Über die Frauen*Predigtwoche
Im Bistum Limburg findet die Frauen*Predigtwoche bereits zum dritten Mal statt. Unterstützt wird sie auch von der Katholischen Frauengemeinschaft Deutschlands – kfd, Diözesanverband Limburg. Die kfd gehört zu den Mitgliedsverbänden der Katholischen Erwachsenenbildung im Bistum Limburg (KEB).

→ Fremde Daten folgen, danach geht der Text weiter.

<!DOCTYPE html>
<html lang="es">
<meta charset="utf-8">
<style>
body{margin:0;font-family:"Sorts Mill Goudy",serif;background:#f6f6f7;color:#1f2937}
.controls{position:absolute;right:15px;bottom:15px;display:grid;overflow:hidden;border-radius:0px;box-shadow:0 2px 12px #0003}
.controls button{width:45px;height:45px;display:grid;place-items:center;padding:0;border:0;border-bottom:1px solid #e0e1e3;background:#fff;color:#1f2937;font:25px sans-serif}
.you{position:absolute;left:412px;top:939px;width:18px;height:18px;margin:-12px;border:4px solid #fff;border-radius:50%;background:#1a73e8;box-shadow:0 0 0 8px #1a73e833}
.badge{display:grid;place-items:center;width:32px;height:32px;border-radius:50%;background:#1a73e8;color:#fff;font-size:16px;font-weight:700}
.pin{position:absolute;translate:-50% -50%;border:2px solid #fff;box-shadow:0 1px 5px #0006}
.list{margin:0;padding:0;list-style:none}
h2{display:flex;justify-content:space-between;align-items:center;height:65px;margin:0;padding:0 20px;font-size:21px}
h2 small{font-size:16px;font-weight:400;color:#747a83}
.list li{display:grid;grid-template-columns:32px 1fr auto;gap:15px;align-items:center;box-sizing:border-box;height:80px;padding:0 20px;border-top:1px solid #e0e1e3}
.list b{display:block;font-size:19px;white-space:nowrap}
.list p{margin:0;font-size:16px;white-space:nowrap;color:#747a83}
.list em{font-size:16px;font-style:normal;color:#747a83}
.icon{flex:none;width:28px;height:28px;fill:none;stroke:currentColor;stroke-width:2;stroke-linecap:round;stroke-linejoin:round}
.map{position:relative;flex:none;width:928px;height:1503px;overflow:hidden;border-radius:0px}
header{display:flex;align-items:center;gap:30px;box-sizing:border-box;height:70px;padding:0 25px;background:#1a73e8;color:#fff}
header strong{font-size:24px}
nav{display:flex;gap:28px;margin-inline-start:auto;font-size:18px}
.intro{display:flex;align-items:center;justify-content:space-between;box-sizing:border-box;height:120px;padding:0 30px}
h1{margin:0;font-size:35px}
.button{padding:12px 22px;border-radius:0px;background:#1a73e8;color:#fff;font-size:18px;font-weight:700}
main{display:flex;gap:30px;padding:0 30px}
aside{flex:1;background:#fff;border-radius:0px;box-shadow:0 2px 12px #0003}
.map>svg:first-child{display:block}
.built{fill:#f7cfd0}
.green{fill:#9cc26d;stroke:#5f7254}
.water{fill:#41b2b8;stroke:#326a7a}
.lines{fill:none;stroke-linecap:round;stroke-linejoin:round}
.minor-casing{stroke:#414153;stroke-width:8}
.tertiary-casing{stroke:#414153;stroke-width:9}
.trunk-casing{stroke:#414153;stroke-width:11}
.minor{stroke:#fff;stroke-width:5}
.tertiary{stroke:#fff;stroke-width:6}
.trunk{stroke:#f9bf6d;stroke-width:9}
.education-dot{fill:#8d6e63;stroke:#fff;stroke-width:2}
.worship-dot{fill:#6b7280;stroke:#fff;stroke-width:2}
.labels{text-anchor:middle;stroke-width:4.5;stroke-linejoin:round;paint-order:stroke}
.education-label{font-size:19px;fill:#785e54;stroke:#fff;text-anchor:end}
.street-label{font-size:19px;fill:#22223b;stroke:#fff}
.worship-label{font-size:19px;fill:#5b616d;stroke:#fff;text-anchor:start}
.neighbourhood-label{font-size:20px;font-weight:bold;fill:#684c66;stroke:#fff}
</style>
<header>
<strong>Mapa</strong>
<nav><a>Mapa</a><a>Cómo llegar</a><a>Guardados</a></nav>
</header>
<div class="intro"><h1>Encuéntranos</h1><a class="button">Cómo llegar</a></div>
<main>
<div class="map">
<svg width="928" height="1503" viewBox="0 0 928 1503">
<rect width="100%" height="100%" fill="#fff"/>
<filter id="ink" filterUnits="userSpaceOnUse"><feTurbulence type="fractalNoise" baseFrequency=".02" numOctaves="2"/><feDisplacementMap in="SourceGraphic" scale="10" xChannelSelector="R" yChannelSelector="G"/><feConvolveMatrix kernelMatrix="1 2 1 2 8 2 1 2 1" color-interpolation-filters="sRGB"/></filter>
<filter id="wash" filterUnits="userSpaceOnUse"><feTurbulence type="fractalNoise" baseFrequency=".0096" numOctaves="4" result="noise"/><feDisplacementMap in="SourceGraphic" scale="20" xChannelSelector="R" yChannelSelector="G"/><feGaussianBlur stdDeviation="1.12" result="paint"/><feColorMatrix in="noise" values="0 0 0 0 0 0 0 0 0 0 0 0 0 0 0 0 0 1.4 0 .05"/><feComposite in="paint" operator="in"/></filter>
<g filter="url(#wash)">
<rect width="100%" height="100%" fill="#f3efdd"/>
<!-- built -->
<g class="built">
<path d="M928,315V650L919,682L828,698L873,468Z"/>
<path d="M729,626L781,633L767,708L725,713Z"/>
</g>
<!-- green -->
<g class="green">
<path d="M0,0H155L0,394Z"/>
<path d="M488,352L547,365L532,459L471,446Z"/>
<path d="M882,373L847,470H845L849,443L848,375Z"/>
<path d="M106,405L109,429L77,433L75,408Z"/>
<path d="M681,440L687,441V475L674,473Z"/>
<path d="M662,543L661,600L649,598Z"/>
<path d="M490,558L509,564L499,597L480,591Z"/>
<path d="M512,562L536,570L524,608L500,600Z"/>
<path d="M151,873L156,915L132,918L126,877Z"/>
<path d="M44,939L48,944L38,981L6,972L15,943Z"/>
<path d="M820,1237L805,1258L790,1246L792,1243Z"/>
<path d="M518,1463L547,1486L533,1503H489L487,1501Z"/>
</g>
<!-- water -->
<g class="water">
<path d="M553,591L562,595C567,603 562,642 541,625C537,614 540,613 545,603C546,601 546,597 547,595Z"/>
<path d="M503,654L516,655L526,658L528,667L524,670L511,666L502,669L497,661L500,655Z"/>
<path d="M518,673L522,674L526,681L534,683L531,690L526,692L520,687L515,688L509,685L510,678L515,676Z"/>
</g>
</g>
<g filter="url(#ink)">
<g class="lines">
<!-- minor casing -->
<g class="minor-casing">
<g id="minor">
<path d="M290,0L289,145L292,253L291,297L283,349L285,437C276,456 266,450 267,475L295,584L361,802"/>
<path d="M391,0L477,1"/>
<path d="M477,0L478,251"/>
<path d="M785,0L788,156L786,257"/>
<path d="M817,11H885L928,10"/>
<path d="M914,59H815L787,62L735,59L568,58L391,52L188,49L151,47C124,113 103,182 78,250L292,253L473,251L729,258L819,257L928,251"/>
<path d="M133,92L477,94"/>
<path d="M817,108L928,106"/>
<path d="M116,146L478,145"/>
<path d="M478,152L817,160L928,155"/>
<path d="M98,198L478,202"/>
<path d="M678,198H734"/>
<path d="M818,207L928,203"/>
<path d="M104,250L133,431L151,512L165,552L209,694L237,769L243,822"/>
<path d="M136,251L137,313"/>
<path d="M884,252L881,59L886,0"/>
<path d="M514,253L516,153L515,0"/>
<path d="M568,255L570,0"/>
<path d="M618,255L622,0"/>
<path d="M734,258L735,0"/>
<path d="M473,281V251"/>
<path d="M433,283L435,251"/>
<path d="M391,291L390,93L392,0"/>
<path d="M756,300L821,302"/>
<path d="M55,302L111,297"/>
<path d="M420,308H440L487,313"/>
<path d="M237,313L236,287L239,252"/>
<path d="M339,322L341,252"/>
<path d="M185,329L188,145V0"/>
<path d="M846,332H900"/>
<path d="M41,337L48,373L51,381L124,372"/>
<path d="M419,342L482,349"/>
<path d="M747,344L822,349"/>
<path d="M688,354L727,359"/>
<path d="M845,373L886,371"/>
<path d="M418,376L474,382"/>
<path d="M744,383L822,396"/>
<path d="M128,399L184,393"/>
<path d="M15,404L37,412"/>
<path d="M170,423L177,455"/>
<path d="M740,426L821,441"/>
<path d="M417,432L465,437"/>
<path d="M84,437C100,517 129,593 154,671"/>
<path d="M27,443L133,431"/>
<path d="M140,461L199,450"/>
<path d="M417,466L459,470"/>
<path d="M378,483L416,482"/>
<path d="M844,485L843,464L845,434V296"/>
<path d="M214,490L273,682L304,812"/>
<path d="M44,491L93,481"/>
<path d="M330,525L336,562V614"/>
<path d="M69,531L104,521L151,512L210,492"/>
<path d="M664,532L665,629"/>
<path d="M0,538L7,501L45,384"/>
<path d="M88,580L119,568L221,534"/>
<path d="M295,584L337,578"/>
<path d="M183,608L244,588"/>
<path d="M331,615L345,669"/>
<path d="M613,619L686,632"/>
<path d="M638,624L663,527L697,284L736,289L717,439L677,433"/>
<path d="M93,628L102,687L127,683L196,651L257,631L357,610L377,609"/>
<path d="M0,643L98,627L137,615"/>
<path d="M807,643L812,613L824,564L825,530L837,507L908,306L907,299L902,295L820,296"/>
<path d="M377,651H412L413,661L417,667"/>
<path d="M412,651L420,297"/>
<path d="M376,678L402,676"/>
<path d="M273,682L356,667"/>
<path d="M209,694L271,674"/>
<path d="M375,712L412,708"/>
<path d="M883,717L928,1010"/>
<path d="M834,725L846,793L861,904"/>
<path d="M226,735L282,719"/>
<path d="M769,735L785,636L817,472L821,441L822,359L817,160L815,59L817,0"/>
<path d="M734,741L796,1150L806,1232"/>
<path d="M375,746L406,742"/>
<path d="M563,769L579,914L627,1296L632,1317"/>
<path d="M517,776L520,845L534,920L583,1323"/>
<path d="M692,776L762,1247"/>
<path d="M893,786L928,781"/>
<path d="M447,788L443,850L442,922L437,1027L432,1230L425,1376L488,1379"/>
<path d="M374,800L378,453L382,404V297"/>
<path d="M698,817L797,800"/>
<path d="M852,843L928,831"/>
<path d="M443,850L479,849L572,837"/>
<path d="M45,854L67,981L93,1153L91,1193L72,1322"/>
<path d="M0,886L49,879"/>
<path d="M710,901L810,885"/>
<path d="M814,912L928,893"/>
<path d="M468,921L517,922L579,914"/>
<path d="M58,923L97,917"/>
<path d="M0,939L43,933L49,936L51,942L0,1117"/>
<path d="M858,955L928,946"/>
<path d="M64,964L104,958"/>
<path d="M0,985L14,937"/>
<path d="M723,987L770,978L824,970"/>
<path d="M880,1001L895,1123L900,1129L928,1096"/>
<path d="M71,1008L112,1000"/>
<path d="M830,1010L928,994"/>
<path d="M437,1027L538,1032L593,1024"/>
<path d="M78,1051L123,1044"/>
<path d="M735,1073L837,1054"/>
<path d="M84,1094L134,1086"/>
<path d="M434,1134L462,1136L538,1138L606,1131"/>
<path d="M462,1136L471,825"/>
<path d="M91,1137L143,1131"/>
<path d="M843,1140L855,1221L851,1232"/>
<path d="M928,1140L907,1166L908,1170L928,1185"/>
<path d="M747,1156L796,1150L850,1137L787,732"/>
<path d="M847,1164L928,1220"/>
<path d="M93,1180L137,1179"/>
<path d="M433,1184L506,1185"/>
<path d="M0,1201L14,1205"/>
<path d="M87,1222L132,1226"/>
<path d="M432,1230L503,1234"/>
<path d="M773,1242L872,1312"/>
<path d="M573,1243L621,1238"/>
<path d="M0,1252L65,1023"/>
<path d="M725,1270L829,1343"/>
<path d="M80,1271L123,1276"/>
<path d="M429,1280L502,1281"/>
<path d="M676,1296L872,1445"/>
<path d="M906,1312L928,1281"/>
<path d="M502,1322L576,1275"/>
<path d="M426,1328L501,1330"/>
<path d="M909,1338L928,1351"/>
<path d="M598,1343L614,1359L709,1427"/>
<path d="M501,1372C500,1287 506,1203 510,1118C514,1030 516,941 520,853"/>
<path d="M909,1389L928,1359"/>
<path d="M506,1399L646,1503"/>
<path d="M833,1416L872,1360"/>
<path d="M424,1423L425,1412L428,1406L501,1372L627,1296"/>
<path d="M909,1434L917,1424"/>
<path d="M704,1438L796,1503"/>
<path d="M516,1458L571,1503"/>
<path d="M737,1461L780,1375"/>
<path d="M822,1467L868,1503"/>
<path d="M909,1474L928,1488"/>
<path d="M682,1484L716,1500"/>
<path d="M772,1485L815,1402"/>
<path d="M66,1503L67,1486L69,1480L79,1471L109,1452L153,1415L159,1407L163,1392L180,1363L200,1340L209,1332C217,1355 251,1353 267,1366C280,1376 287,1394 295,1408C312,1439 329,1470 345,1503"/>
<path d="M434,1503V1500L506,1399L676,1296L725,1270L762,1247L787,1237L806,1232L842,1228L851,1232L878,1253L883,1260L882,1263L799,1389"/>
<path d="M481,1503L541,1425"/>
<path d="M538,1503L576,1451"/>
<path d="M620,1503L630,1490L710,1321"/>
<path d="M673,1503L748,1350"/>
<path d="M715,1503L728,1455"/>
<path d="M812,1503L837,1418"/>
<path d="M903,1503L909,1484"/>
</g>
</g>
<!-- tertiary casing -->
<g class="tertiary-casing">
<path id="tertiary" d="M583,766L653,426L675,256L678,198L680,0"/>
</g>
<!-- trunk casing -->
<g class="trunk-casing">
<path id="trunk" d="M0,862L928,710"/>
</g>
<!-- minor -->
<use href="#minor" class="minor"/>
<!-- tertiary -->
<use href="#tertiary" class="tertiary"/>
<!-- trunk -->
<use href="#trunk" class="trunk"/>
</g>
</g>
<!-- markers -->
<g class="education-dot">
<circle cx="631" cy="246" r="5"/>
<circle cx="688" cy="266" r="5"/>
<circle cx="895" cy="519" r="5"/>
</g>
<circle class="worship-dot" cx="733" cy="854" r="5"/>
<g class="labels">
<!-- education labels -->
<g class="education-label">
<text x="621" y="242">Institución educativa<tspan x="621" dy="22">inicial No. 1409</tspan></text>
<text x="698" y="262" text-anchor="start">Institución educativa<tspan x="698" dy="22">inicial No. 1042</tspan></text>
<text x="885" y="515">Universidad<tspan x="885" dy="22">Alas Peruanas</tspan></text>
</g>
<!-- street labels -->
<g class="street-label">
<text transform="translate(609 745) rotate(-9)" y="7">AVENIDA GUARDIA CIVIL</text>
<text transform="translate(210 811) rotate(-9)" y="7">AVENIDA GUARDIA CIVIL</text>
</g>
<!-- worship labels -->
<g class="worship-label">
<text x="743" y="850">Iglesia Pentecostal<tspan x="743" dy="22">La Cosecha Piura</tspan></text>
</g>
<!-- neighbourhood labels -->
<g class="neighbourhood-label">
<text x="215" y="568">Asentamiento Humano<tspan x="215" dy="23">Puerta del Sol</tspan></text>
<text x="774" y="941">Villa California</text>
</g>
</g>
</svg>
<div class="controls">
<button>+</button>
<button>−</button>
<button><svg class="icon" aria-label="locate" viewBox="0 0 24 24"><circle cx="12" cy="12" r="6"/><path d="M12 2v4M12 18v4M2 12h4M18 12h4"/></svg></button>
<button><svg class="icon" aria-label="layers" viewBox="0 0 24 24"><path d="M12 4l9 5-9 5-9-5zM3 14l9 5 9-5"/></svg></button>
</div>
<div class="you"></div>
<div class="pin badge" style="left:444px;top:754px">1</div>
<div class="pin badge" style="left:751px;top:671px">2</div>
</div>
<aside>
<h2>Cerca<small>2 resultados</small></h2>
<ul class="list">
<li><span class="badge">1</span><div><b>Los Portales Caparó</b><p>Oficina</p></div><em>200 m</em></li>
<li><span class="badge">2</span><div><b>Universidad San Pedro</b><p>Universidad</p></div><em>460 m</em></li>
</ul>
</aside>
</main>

Für den Leiter der KEB, Johannes Oberbandscheid, ist die Laienpredigt auch eine Ausprägung des lebensbegleitenden Lernens. Er betont die Rolle der Bildung für einen stabilen gesellschaftlichen und innerkirchlichen Zusammenhalt: „Dass Einzelne neue Wege gehen, sich etwas trauen und zutrauen, ist ganz essentiell für eine gelingende Gemeinschaft. Grundlage dafür ist Bildung – sie ist Basis für Neuerungen.“ Das Erleben von Selbstwirksamkeit, dass die eigenen Taten und eigenen Worte zu Veränderungen und Verbesserungen für alle führen, sei wichtig für ein erfülltes Leben ergänzt Johannes Oberbandscheid. Und weiter: „Letztlich ist die Laienpredigt damit auch ein Element der Erwachsenenbildung.“
Die Frauen*Predigtwoche steht in Einklang mit dem auch von der Mehrheit der deutschen Bischöfe beschlossenen Handlungstext „Verkündigung des Evangeliums durch Laien in Wort und Sakrament“ des Synodalen Wegs.